Grizzly, Inc.
- Native name: 株式会社 GRIZZLY
- Romanized name: Kabushiki-gaisha Grizzly
- Company type: Kabushiki gaisha
- Industry: Anime
- Founded: December 25, 2017; 8 years ago
- Defunct: February 20, 2025; 15 months ago
- Headquarters: Nakano, Tokyo, Japan
- Key people: Manabu Otsuka (CEO)
- Website: grizzly.co.jp

= Grizzly (studio) =

Japanese animation studio

Grizzly, Inc. (株式会社 GRIZZLY, Kabushiki-gaisha Grizzly) was a Japanese animation studio.

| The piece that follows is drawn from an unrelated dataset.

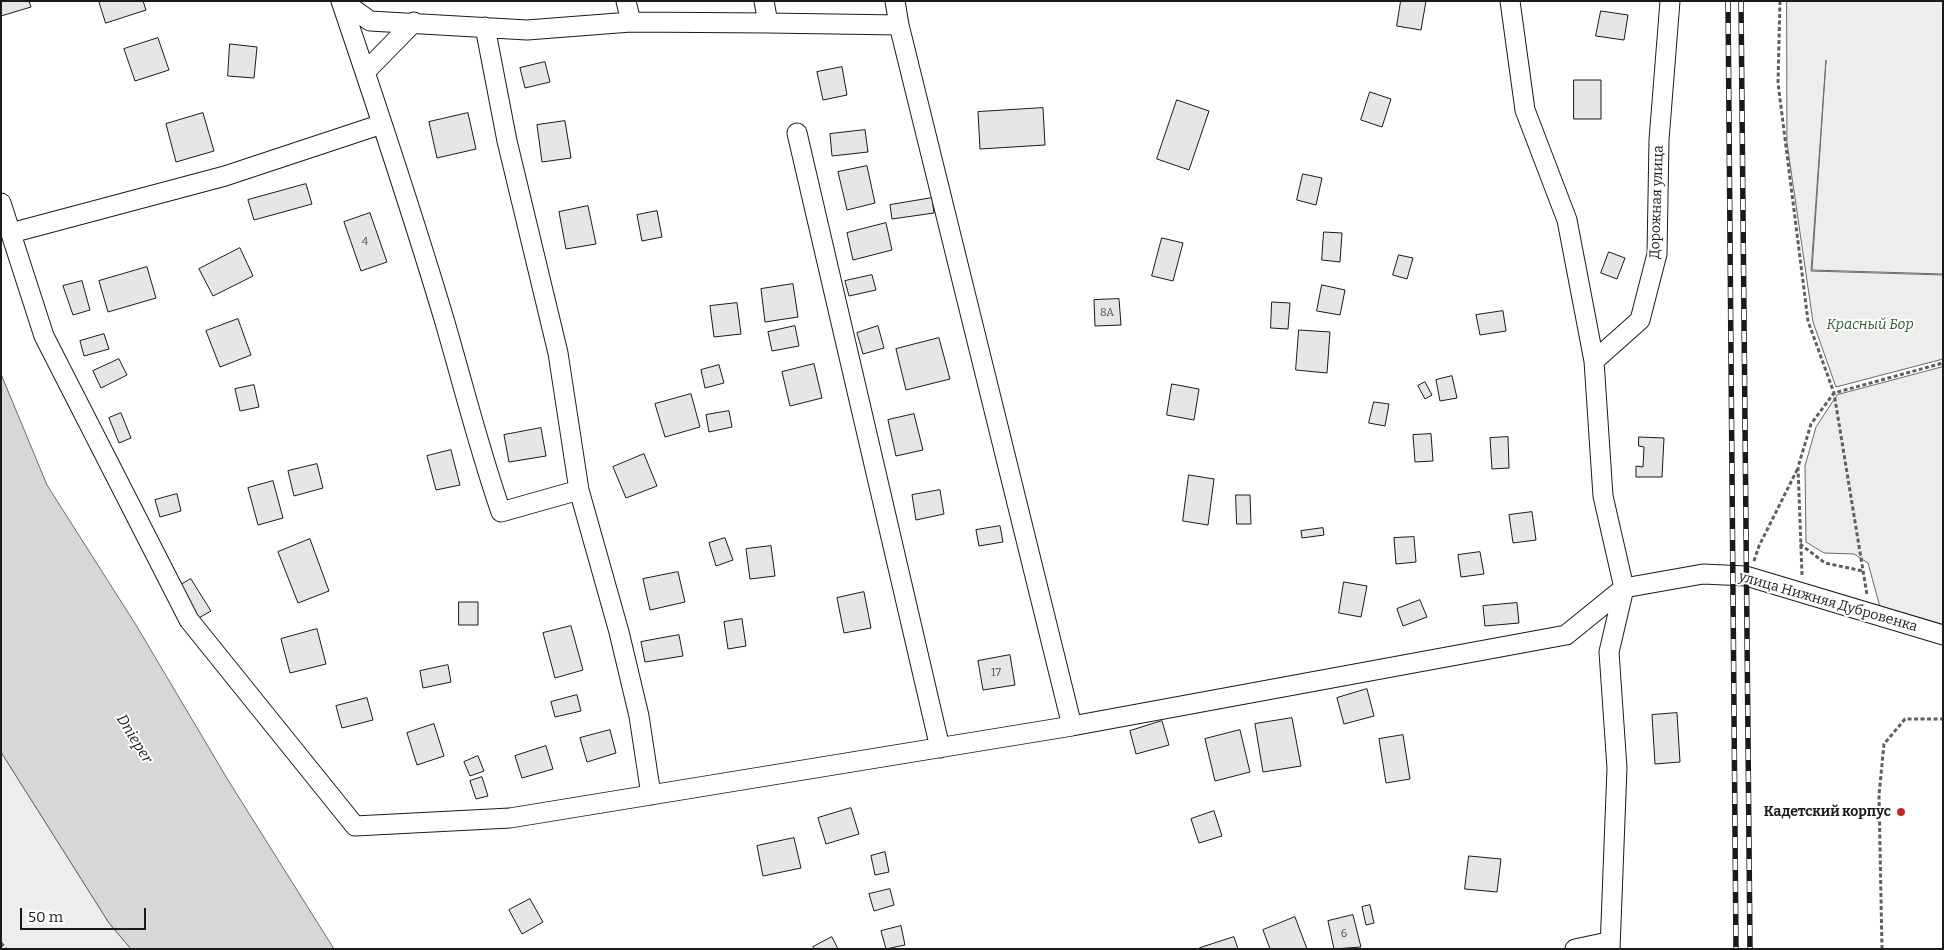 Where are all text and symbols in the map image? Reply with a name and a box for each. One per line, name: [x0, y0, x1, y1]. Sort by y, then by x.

It was the first studio to produce boys' love or BL (male-male romance) anime exclusively.

==History==
Grizzly was established on December 25, 2017, and formally unveiled at Anime Japan on March 23, 2018, with the announcement that the studio would adapt Yarichin Bitch Club into a series of original video animations (OVAs).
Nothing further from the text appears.